Eric I Abelsøn (Erik 1. Abelsøn af Danmark) (c. 1241 – 27 May 1272) was a Danish nobleman. He was the ruling Duke of Schleswig from 1260 until his death in 1272. He was the second son of King Abel of Denmark, Duke of Schleswig and Mechtild of Holstein.

==Early life==
Eric was born in c. 1241. After the death of his elder brother Duke Valdemar III in 1257, Eric inherited the claim to the Duchy of Schleswig. However, his uncle and potential feudal overlord King Christopher I of Denmark refused to install him as duke.

Subsequently, Eric participated in the coalition of Bishop Peder Bang of Roskilde and Prince Jaromar II of Rugia against King Christopher. He took part in the military campaign of 1259 which resulted in the conquest of Copenhagen.

==Duke of Schleswig==
After the death of Christopher in 1259, he was granted Schleswig by the Queen Dowager Margaret Sambiria in 1260.

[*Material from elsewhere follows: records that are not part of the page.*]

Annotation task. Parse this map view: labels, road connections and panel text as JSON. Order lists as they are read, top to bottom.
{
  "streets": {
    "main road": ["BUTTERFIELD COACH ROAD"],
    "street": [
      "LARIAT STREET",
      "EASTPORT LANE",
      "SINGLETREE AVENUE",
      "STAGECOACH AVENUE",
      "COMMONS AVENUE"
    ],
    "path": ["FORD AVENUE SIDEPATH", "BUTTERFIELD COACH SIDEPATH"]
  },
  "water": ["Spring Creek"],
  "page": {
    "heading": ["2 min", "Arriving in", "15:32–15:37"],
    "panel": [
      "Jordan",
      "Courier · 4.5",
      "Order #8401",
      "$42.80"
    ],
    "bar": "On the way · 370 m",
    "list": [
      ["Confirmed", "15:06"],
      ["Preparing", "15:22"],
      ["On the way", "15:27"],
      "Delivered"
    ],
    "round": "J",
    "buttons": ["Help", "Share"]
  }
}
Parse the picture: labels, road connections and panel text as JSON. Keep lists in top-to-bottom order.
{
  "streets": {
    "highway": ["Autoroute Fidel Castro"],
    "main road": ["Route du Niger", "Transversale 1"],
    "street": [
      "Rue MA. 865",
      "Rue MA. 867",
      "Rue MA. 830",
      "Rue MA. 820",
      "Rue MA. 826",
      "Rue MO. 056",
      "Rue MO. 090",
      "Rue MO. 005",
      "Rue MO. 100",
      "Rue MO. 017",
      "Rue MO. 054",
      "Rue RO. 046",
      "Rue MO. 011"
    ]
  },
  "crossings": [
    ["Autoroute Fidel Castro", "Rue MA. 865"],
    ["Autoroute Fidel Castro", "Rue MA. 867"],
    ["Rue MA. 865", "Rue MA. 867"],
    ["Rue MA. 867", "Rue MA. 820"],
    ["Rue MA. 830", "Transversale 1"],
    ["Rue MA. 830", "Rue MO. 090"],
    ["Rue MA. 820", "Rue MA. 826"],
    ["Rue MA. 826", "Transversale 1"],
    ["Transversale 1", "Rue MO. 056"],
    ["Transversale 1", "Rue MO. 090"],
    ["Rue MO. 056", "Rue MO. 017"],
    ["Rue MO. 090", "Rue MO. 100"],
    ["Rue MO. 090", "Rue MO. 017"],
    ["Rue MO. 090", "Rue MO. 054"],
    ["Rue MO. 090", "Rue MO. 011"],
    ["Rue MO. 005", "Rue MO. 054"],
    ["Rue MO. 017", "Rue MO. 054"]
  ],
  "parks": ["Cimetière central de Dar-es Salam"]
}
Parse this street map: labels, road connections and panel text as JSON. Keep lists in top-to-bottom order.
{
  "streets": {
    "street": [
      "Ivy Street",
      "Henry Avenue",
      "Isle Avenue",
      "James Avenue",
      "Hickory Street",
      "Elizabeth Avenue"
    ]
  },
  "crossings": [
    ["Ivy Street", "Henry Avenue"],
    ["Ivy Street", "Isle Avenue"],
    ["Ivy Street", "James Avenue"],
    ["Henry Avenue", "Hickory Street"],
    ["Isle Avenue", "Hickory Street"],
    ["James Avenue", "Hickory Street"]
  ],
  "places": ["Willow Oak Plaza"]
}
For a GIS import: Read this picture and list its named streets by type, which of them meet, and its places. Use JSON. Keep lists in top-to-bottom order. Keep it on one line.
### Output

Already the following year, fighting with the king broke out anew. The Queen Dowager, acting as regent for her underage son Eric V, feared aggression from the Duke. However, Duke Eric was able to defeat the royal army at the Battle of Lohede and capture the young King Eric and his mother. As a result, he was able to obtain huge advantages for his duchy at the subsequent treaty in 1264.

In 1268, he acquired Gottorp Castle from Bishop Bonde of Schleswig, who then moved his residence to Schwabstedt.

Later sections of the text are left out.